Toujours par 13 voix contre 12, la CSSS-N a décidé de donner la préférence à la proposition de la minorité Silberschmidt, mise en consultation sur le point central de l'article[NB]12[NB]alinéa 3 de la loi fédérale sur la partie générale du droit des assurances sociales : les accords entre les parties seront pris en compte au même titre que les autres critères de délimitation. Il sied de relever par ailleurs que des tiers, tels que les entreprises de plateforme, pourront verser les cotisations sociales pour le compte des indépendants.

Une minorité de la commission propose de ne pas entrer en matière sur le projet, car elle craint un affaiblissement de la protection sociale. Une autre minorité propose de s'en tenir à la variante de la majorité du projet mis en consultation.
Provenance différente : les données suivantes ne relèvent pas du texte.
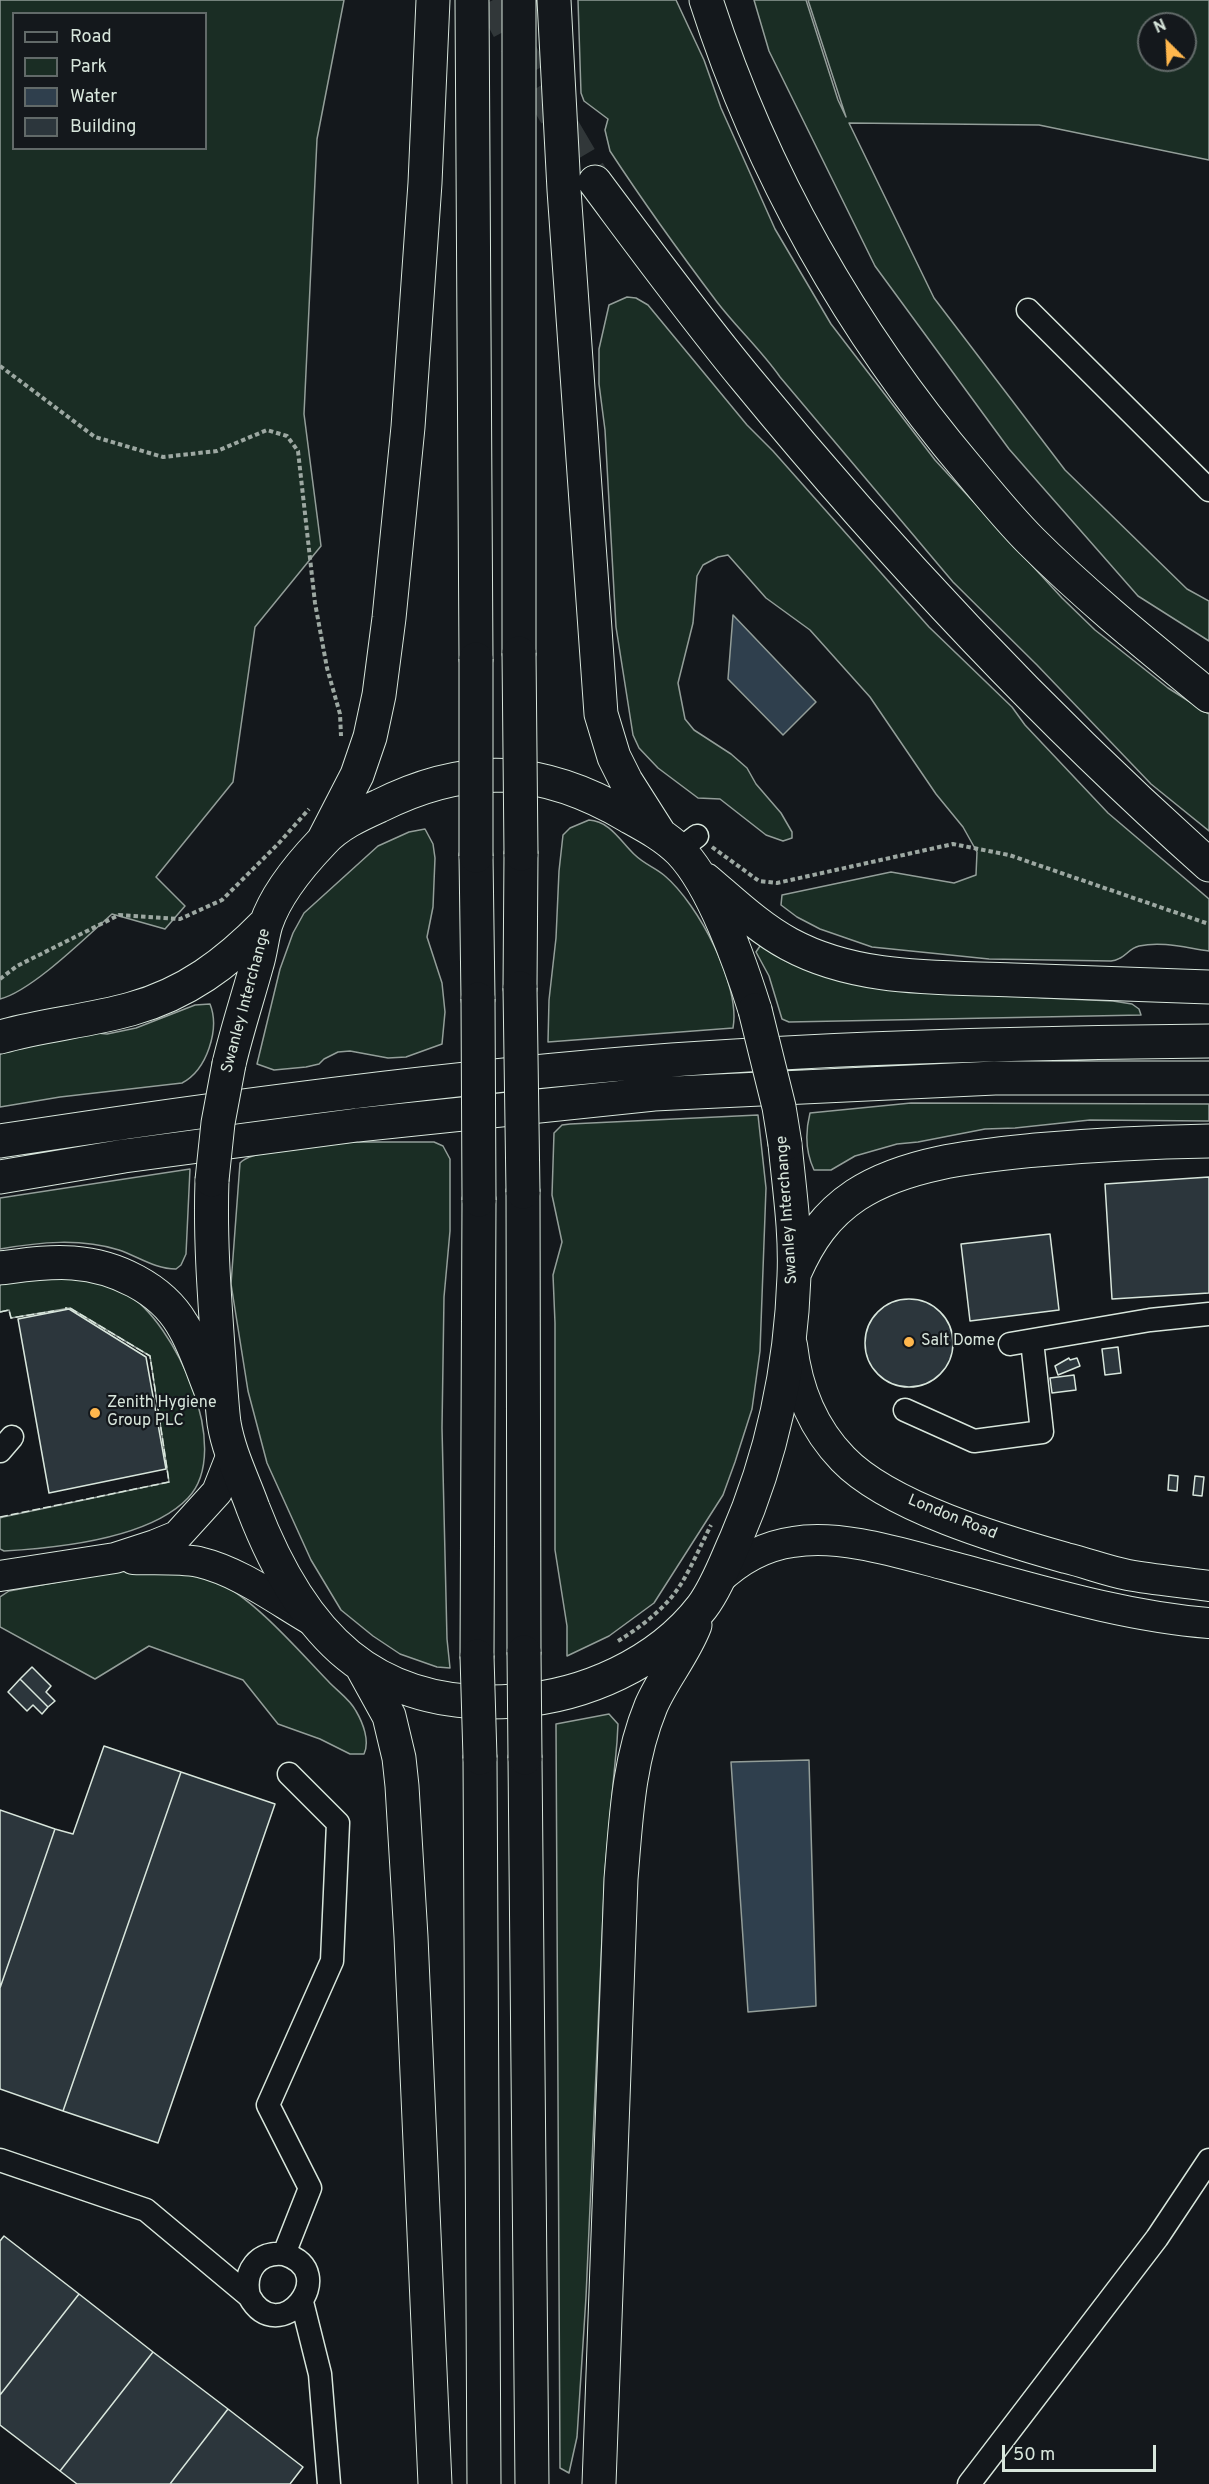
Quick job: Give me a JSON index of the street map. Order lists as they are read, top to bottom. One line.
{"streets":{"highway":["Swanley Interchange"],"main road":["London Road"]},"crossings":[["Swanley Interchange","London Road"]],"places":["Salt Dome","Zenith Hygiene Group PLC"],"legend":["Road","Park","Water","Building"],"scale_bar":"50 m","north":"top left"}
Dans son avis du 21 mars 2025, le Conseil fédéral a fait savoir qu'il souhaitait maintenir les règles en vigueur. Il a justifié son opposition au projet de mise en oeuvre de l'initiative par le fait qu'il estimait que le système actuel de détermination du statut de salarié ou d'indépendant en droit des assurances sociales était adéquat et flexible. Ce dernier permettrait déjà, selon lui, de couvrir toutes les formes d'activité et de s'adapter à l'évolution du marché du travail, y compris l'économie numérique. La CSSS-N n'est pas de cet avis : selon elle le projet de modification de loi présenté serait opportun, réaliste et conforme à l'activité économique actuelle. Lors de sa séance de mai 2025, la CSSS-N a pris acte de l'opposition du Conseil fédéral au projet élaboré pour mettre en oeuvre l'initiative, mais a néanmoins décidé de poursuivre les travaux.

Au nom de la majorité de la CSSS-N, je vous invite donc à entrer en matière sur le projet de loi qui vous est soumis et, une fois que cela sera fait, à l'accepter tel qu'il est ressorti de la commission, et ainsi à refuser toutes les propositions de minorité présentées.